(Items from a data source)
========================
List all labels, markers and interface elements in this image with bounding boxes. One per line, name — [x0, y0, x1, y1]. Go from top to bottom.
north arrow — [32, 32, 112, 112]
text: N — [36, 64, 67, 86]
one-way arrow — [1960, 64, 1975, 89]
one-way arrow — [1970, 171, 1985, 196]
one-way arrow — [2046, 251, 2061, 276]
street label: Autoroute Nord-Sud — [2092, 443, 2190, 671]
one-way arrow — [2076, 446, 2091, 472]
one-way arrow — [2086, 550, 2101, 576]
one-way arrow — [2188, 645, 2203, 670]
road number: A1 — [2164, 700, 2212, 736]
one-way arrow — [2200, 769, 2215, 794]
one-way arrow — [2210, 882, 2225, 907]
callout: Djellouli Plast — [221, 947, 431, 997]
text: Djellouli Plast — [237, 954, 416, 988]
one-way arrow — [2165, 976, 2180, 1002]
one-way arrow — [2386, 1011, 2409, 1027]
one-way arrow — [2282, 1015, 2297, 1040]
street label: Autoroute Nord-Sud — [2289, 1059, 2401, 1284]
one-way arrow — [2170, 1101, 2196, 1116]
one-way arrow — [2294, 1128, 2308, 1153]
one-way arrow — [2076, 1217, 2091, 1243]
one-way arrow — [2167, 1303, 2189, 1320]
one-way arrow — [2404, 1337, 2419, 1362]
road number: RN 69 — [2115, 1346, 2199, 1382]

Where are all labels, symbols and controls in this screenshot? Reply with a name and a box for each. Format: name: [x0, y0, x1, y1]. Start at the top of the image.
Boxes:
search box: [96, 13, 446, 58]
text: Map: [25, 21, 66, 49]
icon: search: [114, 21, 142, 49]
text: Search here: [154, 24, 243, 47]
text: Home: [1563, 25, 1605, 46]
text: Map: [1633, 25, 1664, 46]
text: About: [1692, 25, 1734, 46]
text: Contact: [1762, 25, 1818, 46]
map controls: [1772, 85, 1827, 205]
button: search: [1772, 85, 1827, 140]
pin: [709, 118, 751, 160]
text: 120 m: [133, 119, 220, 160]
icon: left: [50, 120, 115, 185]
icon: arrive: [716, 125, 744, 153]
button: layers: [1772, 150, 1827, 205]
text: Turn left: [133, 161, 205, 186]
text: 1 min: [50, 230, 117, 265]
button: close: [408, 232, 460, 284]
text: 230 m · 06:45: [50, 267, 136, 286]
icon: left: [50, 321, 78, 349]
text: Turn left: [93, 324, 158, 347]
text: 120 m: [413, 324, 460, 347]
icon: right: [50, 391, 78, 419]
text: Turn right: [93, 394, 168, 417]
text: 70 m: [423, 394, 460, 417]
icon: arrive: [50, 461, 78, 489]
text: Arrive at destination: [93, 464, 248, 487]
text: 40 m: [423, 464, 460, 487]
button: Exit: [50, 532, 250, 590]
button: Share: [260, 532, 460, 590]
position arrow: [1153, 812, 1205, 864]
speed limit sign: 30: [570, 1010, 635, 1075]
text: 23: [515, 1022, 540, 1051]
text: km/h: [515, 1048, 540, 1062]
========================
> **GOAL OF THE EXERCISE**
The data above should be reproduced in full and exactly.

> **SOLUTION**
List all labels, markers and interface elements in this image with bounding boxes. One per line, name — [x0, y0, x1, y1]. Go from top to bottom.
north arrow — [32, 32, 112, 112]
text: N — [36, 64, 67, 86]
one-way arrow — [1960, 64, 1975, 89]
one-way arrow — [1970, 171, 1985, 196]
one-way arrow — [2046, 251, 2061, 276]
street label: Autoroute Nord-Sud — [2092, 443, 2190, 671]
one-way arrow — [2076, 446, 2091, 472]
one-way arrow — [2086, 550, 2101, 576]
one-way arrow — [2188, 645, 2203, 670]
road number: A1 — [2164, 700, 2212, 736]
one-way arrow — [2200, 769, 2215, 794]
one-way arrow — [2210, 882, 2225, 907]
callout: Djellouli Plast — [221, 947, 431, 997]
text: Djellouli Plast — [237, 954, 416, 988]
one-way arrow — [2165, 976, 2180, 1002]
one-way arrow — [2386, 1011, 2409, 1027]
one-way arrow — [2282, 1015, 2297, 1040]
street label: Autoroute Nord-Sud — [2289, 1059, 2401, 1284]
one-way arrow — [2170, 1101, 2196, 1116]
one-way arrow — [2294, 1128, 2308, 1153]
one-way arrow — [2076, 1217, 2091, 1243]
one-way arrow — [2167, 1303, 2189, 1320]
one-way arrow — [2404, 1337, 2419, 1362]
road number: RN 69 — [2115, 1346, 2199, 1382]

Where are all labels, symbols and controls in this screenshot? Reply with a name and a box for each. Format: name: [x0, y0, x1, y1]. Start at the top of the image.
Boxes:
search box: [96, 13, 446, 58]
text: Map: [25, 21, 66, 49]
icon: search: [114, 21, 142, 49]
text: Search here: [154, 24, 243, 47]
text: Home: [1563, 25, 1605, 46]
text: Map: [1633, 25, 1664, 46]
text: About: [1692, 25, 1734, 46]
text: Contact: [1762, 25, 1818, 46]
map controls: [1772, 85, 1827, 205]
button: search: [1772, 85, 1827, 140]
pin: [709, 118, 751, 160]
text: 120 m: [133, 119, 220, 160]
icon: left: [50, 120, 115, 185]
icon: arrive: [716, 125, 744, 153]
button: layers: [1772, 150, 1827, 205]
text: Turn left: [133, 161, 205, 186]
text: 1 min: [50, 230, 117, 265]
button: close: [408, 232, 460, 284]
text: 230 m · 06:45: [50, 267, 136, 286]
icon: left: [50, 321, 78, 349]
text: Turn left: [93, 324, 158, 347]
text: 120 m: [413, 324, 460, 347]
icon: right: [50, 391, 78, 419]
text: Turn right: [93, 394, 168, 417]
text: 70 m: [423, 394, 460, 417]
icon: arrive: [50, 461, 78, 489]
text: Arrive at destination: [93, 464, 248, 487]
text: 40 m: [423, 464, 460, 487]
button: Exit: [50, 532, 250, 590]
button: Share: [260, 532, 460, 590]
position arrow: [1153, 812, 1205, 864]
speed limit sign: 30: [570, 1010, 635, 1075]
text: 23: [515, 1022, 540, 1051]
text: km/h: [515, 1048, 540, 1062]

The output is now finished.